▸ TASK GOAL
Please give, word for word, the line containing "Map reading. What" and every line that comes after it in the data below.
*** DATA FOR THIS EXERCISE ***
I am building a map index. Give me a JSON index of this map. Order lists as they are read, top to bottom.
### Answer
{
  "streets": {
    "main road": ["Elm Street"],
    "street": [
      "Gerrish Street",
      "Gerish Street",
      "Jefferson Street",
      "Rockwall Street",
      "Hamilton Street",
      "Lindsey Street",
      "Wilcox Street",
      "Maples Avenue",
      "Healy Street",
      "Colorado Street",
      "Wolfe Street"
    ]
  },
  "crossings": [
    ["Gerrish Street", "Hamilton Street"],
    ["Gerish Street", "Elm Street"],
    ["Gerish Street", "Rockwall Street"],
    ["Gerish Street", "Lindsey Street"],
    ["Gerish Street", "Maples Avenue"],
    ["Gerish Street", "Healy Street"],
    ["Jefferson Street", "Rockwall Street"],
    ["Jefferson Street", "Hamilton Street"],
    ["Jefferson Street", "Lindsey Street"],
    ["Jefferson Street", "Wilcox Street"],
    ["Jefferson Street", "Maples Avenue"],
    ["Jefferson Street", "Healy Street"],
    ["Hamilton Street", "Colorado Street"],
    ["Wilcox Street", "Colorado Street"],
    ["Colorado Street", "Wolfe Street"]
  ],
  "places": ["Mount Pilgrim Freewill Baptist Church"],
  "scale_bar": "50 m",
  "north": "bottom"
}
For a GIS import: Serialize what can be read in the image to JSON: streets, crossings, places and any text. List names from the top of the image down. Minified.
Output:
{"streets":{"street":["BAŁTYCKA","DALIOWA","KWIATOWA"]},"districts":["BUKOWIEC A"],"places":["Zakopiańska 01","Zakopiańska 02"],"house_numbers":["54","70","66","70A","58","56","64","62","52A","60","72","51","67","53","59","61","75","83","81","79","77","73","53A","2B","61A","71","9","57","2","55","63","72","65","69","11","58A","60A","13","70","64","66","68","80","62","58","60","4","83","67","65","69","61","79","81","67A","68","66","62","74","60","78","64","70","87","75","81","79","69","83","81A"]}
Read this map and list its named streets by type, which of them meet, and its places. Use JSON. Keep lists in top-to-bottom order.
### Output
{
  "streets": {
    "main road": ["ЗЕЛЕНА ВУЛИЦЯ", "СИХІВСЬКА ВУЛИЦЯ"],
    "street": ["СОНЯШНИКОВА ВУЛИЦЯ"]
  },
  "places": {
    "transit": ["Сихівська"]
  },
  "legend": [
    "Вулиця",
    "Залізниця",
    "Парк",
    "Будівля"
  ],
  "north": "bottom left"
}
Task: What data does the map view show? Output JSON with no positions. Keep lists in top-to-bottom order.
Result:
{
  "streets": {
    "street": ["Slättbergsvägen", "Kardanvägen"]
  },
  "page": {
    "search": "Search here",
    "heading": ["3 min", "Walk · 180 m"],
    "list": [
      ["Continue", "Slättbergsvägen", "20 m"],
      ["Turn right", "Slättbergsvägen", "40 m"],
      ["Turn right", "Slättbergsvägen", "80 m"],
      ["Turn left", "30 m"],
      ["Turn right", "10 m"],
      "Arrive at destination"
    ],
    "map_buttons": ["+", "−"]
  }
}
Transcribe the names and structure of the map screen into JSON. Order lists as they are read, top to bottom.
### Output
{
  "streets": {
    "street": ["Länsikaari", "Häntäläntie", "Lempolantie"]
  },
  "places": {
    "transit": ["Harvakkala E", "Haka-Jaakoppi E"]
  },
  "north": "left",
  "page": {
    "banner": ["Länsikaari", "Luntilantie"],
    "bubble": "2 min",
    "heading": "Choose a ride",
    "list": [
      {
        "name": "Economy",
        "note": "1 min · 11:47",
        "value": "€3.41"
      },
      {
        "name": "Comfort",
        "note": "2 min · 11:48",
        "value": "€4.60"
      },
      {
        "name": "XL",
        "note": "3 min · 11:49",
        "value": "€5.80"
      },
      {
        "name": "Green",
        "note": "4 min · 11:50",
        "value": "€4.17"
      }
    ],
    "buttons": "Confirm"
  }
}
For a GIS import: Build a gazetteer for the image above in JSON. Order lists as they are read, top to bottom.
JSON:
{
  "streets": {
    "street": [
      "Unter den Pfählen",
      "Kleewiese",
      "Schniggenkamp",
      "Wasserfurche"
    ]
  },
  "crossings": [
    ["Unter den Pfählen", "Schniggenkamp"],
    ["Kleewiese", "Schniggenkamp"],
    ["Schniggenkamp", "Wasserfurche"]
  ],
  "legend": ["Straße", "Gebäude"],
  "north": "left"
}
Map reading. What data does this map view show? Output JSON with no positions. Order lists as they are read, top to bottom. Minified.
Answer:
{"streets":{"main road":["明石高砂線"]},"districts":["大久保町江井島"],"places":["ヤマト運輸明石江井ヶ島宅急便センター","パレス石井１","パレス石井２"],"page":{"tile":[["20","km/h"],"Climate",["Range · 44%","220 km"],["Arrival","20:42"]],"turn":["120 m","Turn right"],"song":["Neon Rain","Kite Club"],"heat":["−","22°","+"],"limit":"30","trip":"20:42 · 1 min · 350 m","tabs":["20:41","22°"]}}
*** End of DATA FOR THIS EXERCISE ***
▸ ANSWER AREA
Map reading. What data does this map view show? Output JSON with no positions. Order lists as they are read, top to bottom. Minified.
Answer:
{"streets":{"main road":["明石高砂線"]},"districts":["大久保町江井島"],"places":["ヤマト運輸明石江井ヶ島宅急便センター","パレス石井１","パレス石井２"],"page":{"tile":[["20","km/h"],"Climate",["Range · 44%","220 km"],["Arrival","20:42"]],"turn":["120 m","Turn right"],"song":["Neon Rain","Kite Club"],"heat":["−","22°","+"],"limit":"30","trip":"20:42 · 1 min · 350 m","tabs":["20:41","22°"]}}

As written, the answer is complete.